For the final time, Marquette and Syracuse will clash as Big East foes. After seven days of action, they will meet to do battle in the Elite Eight of the 2013 NCAA tournament.
When it comes to which team ends up in the Final Four, that fate will be decided by point guard play.
Syracuse has reached the Elite Eight for the second consecutive season. It reached that plateau with a 61-50 victory over Indiana, which marked the Hoosiers' lowest scoring total of the season.
Syracuse's string of dominance over Indiana continues.
Syracuse advances to Elite 8 with win, has won 4 straight meetings vs Indiana since losing the 1987 national championship game— ESPN Stats & Info (@ESPNStatsInfo) March 29, 2013
Marquette reached the Elite Eight for the first time since 2003. In three of the past four seasons that it has reached that plateau, Marquette has gone on to the Final Four.
With a dominant 71-61 win over Miami, it has set the stage for one final Big East battle—one that will be decided by the point guards.
Profiling Junior Cadougan
Arguably the the least-known point guard remaining in the 2013 NCAA tournament is Marquette floor general Junior Cadougan. With that being said, Cadougan is the type of performer whose efforts range far beyond a stat sheet.
Cadougan is a physical defender with crafty ball-handling abilities and an uncanny ability to split the full court press.
These are the traits that make Cadougan such an intriguing matchup, as his physicality often takes finesse players out of their rhythm. Although his stat sheet remains underwhelming, Cadougan is one of the most methodical players in the tournament.
Those traits match up well against Michael Carter-Williams.
Profiling Michael Carter-Williams
Michael Carter-Williams is one of the most dynamic point guards in the nation.
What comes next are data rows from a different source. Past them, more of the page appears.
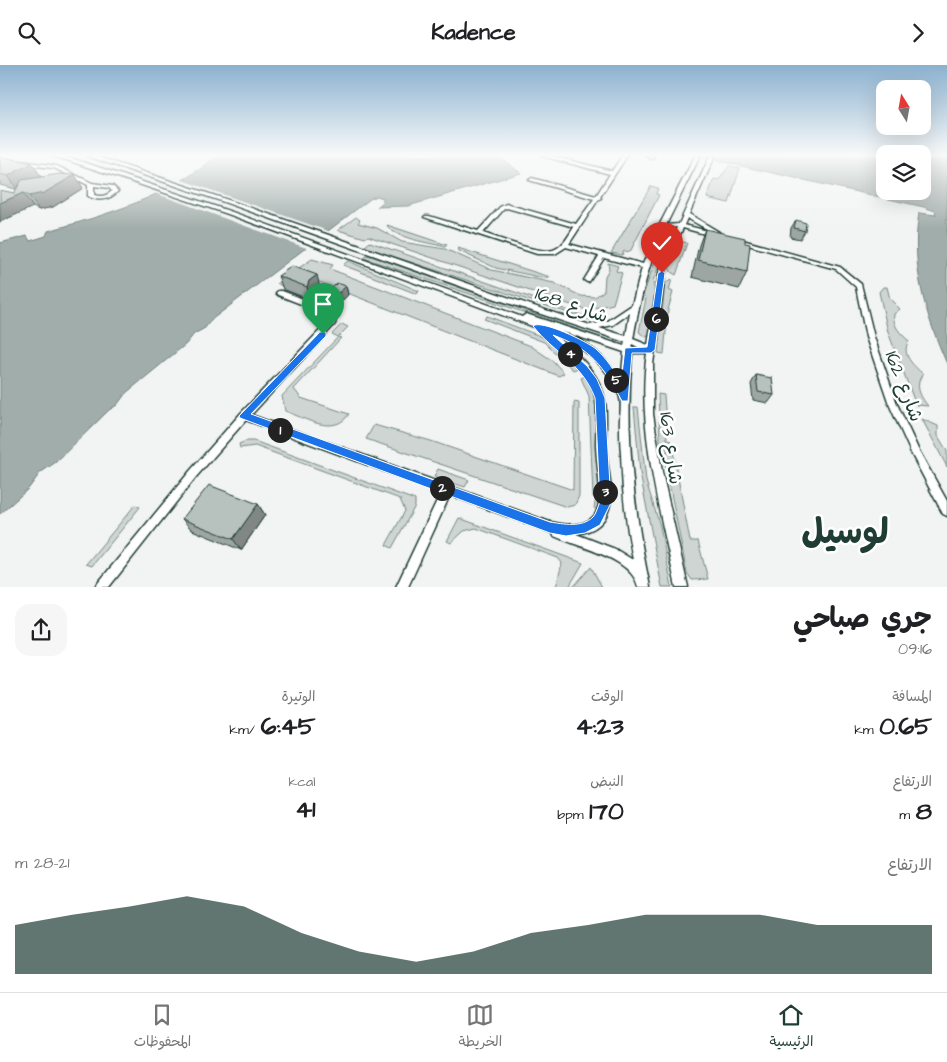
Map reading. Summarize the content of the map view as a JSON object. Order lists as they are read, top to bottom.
{
  "streets": {
    "street": ["شارع 168", "شارع 162", "شارع 163"]
  },
  "crossings": [
    ["شارع 168", "شارع 163"]
  ],
  "districts": ["لوسيل"],
  "north": "top",
  "page": {
    "header": "Kadence",
    "pins": [
      "6",
      "4",
      "5",
      "1",
      "2",
      "3"
    ],
    "heading": ["جري صباحي", "09:16"],
    "stats": [
      ["المسافة", "0.65 km"],
      ["الوقت", "4:23"],
      ["الوتيرة", "6:45 /km"],
      ["الارتفاع", "8 m"],
      ["النبض", "170 bpm"],
      ["kcal", "41"]
    ],
    "chart": ["الارتفاع", "21–28 m"],
    "tabs": ["الرئيسية", "الخريطة", "المحفوظات"]
  }
}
Not only does he possess extraordinary size at 6'5", but Carter-Williams is an elite defender for his position and a top-tier facilitator.
Even as a 27.9 percent shooter from beyond the arc, Carter-Williams has managed to become a high-quality contributor.
Carter-Williams paces Syracuse's offense through victory or defeat. He proved capable of taking over as a scorer against Indiana, when he scored 24 points on 9-of-19 shooting from the field.
If Marquette allows Carter-Williams to get out in transition, he will make it pay.
Breaking Down the Matchup
In terms of individual ability, Michael Carter-Williams is a more well-rounded and productive player than Junior Cadougan. Not only can he facilitate at an elite level, but Carter-Williams is a rangy defender with quick hands.
With that being said, Cadougan is the perfect player to destroy Carter-Williams' confidence.
If there's one thing we need to know about Carter-Williams, it's that he struggles when playing against physical defenders. This often disables his ability to penetrate off of the dribble, as the weak-bodied Carter-Williams struggles to hit angles against physicality.
Seeing as Carter-Williams has proven to be a minimal threat as a jump shooter, Cadougan should thrive in pressing up against him. The proof is in what we've already seen.
When the two sides met on Feb. 25, Carter-Williams shot 6-of-14 from the floor, 2-of-6 from beyond the arc and committed four turnovers. Marquette won 74-71.
Cadougan tallied 12 points and picked up four steals.
With that being said, Carter-Williams holds a significant size advantage over the 6'1" Cadougan. While the strength advantage is in Cadougan's favor, Carter-Williams should be able to go over the top to facilitate.
Cadougan's physicality will take Carter-Williams out of his comfort zone, but if this is based on talent, Syracuse holds the slight edge—whoever capitalizes on these advantages will win.